(Beginning of Records provided)

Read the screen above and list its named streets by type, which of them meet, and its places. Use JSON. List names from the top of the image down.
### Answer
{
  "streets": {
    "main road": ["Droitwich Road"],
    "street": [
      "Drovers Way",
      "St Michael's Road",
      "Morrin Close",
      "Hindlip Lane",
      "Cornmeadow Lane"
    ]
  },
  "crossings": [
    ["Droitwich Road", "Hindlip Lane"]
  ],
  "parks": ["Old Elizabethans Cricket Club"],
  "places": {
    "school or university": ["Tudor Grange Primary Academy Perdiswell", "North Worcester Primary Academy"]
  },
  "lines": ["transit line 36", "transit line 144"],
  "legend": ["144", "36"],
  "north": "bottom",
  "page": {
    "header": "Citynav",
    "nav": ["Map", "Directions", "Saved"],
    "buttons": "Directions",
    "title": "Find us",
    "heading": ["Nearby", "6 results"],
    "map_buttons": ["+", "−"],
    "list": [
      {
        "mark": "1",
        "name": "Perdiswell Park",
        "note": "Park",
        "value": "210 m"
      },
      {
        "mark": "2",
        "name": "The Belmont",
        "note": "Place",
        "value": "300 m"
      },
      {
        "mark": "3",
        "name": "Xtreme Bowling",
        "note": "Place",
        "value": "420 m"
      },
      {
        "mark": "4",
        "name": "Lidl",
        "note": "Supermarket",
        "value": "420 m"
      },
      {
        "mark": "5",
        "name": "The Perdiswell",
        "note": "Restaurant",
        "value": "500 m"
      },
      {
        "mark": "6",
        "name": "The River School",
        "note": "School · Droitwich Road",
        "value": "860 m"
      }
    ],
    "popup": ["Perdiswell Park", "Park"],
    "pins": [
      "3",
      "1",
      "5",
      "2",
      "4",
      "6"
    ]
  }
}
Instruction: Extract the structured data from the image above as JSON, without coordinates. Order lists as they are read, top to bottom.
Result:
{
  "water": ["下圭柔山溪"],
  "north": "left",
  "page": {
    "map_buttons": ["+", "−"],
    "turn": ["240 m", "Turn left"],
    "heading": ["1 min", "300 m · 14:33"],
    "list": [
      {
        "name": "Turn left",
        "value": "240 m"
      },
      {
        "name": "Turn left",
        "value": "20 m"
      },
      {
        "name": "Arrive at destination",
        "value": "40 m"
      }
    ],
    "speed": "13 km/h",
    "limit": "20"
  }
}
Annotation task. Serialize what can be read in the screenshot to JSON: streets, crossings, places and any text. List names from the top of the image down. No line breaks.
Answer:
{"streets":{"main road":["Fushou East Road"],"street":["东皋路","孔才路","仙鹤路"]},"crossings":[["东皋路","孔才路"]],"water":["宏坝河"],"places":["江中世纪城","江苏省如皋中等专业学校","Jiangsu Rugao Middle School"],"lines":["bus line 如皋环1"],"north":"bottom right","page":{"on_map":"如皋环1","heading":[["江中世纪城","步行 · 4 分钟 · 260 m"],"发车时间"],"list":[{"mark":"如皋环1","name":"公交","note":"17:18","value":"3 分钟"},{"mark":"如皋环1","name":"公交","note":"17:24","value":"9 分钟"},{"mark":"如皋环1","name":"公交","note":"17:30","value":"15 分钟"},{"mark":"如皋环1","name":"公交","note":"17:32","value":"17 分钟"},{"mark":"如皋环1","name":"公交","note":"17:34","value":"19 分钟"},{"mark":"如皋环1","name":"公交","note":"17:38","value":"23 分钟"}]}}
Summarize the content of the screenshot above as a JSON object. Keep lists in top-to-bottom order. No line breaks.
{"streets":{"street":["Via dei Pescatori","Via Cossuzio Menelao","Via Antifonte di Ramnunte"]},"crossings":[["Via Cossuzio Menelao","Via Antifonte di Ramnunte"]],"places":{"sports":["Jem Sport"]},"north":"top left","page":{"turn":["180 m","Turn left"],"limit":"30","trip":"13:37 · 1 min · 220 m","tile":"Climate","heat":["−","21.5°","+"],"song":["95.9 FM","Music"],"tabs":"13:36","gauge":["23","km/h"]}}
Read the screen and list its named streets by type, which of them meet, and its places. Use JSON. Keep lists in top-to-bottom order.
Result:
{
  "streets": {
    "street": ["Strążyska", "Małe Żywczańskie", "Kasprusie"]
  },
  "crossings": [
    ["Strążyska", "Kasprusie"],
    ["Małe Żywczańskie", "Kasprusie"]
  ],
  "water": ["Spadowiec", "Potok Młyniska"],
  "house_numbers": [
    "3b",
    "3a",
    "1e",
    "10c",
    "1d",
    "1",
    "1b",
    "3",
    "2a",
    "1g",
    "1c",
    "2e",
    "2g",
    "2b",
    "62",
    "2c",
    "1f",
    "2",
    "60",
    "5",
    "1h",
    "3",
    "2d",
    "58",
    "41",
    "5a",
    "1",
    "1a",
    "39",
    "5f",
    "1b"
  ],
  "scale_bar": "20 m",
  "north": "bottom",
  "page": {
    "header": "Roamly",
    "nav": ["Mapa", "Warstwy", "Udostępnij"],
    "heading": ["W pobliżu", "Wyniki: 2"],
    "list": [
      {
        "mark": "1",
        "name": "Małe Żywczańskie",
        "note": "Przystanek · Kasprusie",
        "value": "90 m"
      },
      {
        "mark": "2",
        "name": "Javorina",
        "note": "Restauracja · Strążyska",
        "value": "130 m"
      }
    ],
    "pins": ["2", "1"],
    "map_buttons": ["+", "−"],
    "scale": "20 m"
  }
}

(End of Records provided)

**What to do**.
Would you retype the full listing without altering a single word?

**Exercise output**.
Read the screen above and list its named streets by type, which of them meet, and its places. Use JSON. List names from the top of the image down.
### Answer
{
  "streets": {
    "main road": ["Droitwich Road"],
    "street": [
      "Drovers Way",
      "St Michael's Road",
      "Morrin Close",
      "Hindlip Lane",
      "Cornmeadow Lane"
    ]
  },
  "crossings": [
    ["Droitwich Road", "Hindlip Lane"]
  ],
  "parks": ["Old Elizabethans Cricket Club"],
  "places": {
    "school or university": ["Tudor Grange Primary Academy Perdiswell", "North Worcester Primary Academy"]
  },
  "lines": ["transit line 36", "transit line 144"],
  "legend": ["144", "36"],
  "north": "bottom",
  "page": {
    "header": "Citynav",
    "nav": ["Map", "Directions", "Saved"],
    "buttons": "Directions",
    "title": "Find us",
    "heading": ["Nearby", "6 results"],
    "map_buttons": ["+", "−"],
    "list": [
      {
        "mark": "1",
        "name": "Perdiswell Park",
        "note": "Park",
        "value": "210 m"
      },
      {
        "mark": "2",
        "name": "The Belmont",
        "note": "Place",
        "value": "300 m"
      },
      {
        "mark": "3",
        "name": "Xtreme Bowling",
        "note": "Place",
        "value": "420 m"
      },
      {
        "mark": "4",
        "name": "Lidl",
        "note": "Supermarket",
        "value": "420 m"
      },
      {
        "mark": "5",
        "name": "The Perdiswell",
        "note": "Restaurant",
        "value": "500 m"
      },
      {
        "mark": "6",
        "name": "The River School",
        "note": "School · Droitwich Road",
        "value": "860 m"
      }
    ],
    "popup": ["Perdiswell Park", "Park"],
    "pins": [
      "3",
      "1",
      "5",
      "2",
      "4",
      "6"
    ]
  }
}
Instruction: Extract the structured data from the image above as JSON, without coordinates. Order lists as they are read, top to bottom.
Result:
{
  "water": ["下圭柔山溪"],
  "north": "left",
  "page": {
    "map_buttons": ["+", "−"],
    "turn": ["240 m", "Turn left"],
    "heading": ["1 min", "300 m · 14:33"],
    "list": [
      {
        "name": "Turn left",
        "value": "240 m"
      },
      {
        "name": "Turn left",
        "value": "20 m"
      },
      {
        "name": "Arrive at destination",
        "value": "40 m"
      }
    ],
    "speed": "13 km/h",
    "limit": "20"
  }
}
Annotation task. Serialize what can be read in the screenshot to JSON: streets, crossings, places and any text. List names from the top of the image down. No line breaks.
Answer:
{"streets":{"main road":["Fushou East Road"],"street":["东皋路","孔才路","仙鹤路"]},"crossings":[["东皋路","孔才路"]],"water":["宏坝河"],"places":["江中世纪城","江苏省如皋中等专业学校","Jiangsu Rugao Middle School"],"lines":["bus line 如皋环1"],"north":"bottom right","page":{"on_map":"如皋环1","heading":[["江中世纪城","步行 · 4 分钟 · 260 m"],"发车时间"],"list":[{"mark":"如皋环1","name":"公交","note":"17:18","value":"3 分钟"},{"mark":"如皋环1","name":"公交","note":"17:24","value":"9 分钟"},{"mark":"如皋环1","name":"公交","note":"17:30","value":"15 分钟"},{"mark":"如皋环1","name":"公交","note":"17:32","value":"17 分钟"},{"mark":"如皋环1","name":"公交","note":"17:34","value":"19 分钟"},{"mark":"如皋环1","name":"公交","note":"17:38","value":"23 分钟"}]}}
Summarize the content of the screenshot above as a JSON object. Keep lists in top-to-bottom order. No line breaks.
{"streets":{"street":["Via dei Pescatori","Via Cossuzio Menelao","Via Antifonte di Ramnunte"]},"crossings":[["Via Cossuzio Menelao","Via Antifonte di Ramnunte"]],"places":{"sports":["Jem Sport"]},"north":"top left","page":{"turn":["180 m","Turn left"],"limit":"30","trip":"13:37 · 1 min · 220 m","tile":"Climate","heat":["−","21.5°","+"],"song":["95.9 FM","Music"],"tabs":"13:36","gauge":["23","km/h"]}}
Read the screen and list its named streets by type, which of them meet, and its places. Use JSON. Keep lists in top-to-bottom order.
Result:
{
  "streets": {
    "street": ["Strążyska", "Małe Żywczańskie", "Kasprusie"]
  },
  "crossings": [
    ["Strążyska", "Kasprusie"],
    ["Małe Żywczańskie", "Kasprusie"]
  ],
  "water": ["Spadowiec", "Potok Młyniska"],
  "house_numbers": [
    "3b",
    "3a",
    "1e",
    "10c",
    "1d",
    "1",
    "1b",
    "3",
    "2a",
    "1g",
    "1c",
    "2e",
    "2g",
    "2b",
    "62",
    "2c",
    "1f",
    "2",
    "60",
    "5",
    "1h",
    "3",
    "2d",
    "58",
    "41",
    "5a",
    "1",
    "1a",
    "39",
    "5f",
    "1b"
  ],
  "scale_bar": "20 m",
  "north": "bottom",
  "page": {
    "header": "Roamly",
    "nav": ["Mapa", "Warstwy", "Udostępnij"],
    "heading": ["W pobliżu", "Wyniki: 2"],
    "list": [
      {
        "mark": "1",
        "name": "Małe Żywczańskie",
        "note": "Przystanek · Kasprusie",
        "value": "90 m"
      },
      {
        "mark": "2",
        "name": "Javorina",
        "note": "Restauracja · Strążyska",
        "value": "130 m"
      }
    ],
    "pins": ["2", "1"],
    "map_buttons": ["+", "−"],
    "scale": "20 m"
  }
}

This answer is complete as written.